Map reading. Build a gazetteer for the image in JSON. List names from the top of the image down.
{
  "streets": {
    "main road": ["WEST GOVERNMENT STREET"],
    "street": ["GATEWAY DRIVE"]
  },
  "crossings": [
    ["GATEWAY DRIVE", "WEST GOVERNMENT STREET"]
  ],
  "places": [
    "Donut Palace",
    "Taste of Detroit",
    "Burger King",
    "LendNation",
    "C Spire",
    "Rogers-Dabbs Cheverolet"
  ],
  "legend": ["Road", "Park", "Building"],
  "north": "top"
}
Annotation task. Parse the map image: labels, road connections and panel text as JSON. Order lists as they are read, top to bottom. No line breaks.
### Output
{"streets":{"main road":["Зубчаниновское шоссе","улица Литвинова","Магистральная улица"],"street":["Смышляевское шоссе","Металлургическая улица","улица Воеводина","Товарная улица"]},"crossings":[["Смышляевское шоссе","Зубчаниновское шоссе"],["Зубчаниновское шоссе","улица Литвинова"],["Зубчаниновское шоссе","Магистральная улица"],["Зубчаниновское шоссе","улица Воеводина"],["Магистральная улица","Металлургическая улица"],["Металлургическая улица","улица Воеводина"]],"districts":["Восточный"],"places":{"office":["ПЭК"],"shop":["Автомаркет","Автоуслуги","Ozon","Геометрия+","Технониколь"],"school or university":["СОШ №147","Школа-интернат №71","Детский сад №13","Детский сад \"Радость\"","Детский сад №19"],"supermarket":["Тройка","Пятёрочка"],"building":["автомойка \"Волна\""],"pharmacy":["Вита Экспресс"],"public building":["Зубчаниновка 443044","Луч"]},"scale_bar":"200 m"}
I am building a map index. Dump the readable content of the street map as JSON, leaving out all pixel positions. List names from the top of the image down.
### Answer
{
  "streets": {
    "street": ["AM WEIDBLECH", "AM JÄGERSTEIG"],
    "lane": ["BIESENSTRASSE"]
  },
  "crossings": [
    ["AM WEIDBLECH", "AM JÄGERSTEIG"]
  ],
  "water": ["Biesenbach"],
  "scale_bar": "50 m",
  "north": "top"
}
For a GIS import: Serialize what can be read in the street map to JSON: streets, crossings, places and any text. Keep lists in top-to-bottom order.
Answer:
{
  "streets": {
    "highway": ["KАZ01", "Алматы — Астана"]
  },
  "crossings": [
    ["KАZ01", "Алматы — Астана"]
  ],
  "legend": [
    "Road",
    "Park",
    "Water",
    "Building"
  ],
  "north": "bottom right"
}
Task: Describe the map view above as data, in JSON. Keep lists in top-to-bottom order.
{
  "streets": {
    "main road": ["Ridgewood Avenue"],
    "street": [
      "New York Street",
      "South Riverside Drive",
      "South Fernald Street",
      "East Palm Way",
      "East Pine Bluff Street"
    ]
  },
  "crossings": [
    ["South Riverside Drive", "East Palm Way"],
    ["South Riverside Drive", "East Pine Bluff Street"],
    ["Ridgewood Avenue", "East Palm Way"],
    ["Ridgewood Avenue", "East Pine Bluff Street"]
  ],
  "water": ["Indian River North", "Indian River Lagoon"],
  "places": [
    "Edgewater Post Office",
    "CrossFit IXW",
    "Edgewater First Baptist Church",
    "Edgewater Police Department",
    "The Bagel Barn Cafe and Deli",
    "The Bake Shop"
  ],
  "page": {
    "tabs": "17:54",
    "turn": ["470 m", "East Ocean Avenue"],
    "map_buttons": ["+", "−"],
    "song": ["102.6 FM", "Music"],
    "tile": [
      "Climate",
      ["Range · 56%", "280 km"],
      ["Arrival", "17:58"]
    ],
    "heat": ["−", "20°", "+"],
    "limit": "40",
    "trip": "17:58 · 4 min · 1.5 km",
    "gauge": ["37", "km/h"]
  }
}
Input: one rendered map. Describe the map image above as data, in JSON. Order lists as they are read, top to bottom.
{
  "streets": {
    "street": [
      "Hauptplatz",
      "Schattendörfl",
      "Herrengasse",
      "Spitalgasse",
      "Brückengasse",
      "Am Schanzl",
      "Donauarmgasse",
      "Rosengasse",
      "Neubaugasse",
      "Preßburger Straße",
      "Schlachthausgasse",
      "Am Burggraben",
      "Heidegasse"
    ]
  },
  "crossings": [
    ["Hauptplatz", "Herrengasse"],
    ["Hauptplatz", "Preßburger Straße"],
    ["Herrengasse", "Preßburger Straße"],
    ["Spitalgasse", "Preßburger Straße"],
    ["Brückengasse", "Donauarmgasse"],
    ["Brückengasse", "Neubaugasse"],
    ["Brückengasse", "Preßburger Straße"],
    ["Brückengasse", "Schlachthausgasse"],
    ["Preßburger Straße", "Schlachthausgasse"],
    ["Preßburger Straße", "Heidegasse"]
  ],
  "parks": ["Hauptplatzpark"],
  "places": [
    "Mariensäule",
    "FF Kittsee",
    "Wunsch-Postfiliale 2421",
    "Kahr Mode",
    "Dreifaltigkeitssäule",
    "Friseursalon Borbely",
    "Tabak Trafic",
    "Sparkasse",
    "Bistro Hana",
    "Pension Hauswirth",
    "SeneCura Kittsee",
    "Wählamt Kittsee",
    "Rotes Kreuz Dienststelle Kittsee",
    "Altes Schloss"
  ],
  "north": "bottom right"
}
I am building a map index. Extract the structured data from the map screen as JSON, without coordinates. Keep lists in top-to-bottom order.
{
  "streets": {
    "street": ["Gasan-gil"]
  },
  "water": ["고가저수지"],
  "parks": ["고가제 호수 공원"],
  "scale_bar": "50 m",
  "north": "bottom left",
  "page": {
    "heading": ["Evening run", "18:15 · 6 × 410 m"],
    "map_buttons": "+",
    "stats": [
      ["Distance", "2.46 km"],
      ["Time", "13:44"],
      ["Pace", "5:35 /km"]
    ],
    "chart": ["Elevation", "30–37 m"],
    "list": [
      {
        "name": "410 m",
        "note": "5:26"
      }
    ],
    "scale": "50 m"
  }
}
────────────────
Reproduce exactly the first line of the listing and every line after it, through the one containing "Annotation task. Parse". Nothing else belongs in the output.

*ANSWER SECTION:*
Map reading. Build a gazetteer for the image in JSON. List names from the top of the image down.
{
  "streets": {
    "main road": ["WEST GOVERNMENT STREET"],
    "street": ["GATEWAY DRIVE"]
  },
  "crossings": [
    ["GATEWAY DRIVE", "WEST GOVERNMENT STREET"]
  ],
  "places": [
    "Donut Palace",
    "Taste of Detroit",
    "Burger King",
    "LendNation",
    "C Spire",
    "Rogers-Dabbs Cheverolet"
  ],
  "legend": ["Road", "Park", "Building"],
  "north": "top"
}
Annotation task. Parse the map image: labels, road connections and panel text as JSON. Order lists as they are read, top to bottom. No line breaks.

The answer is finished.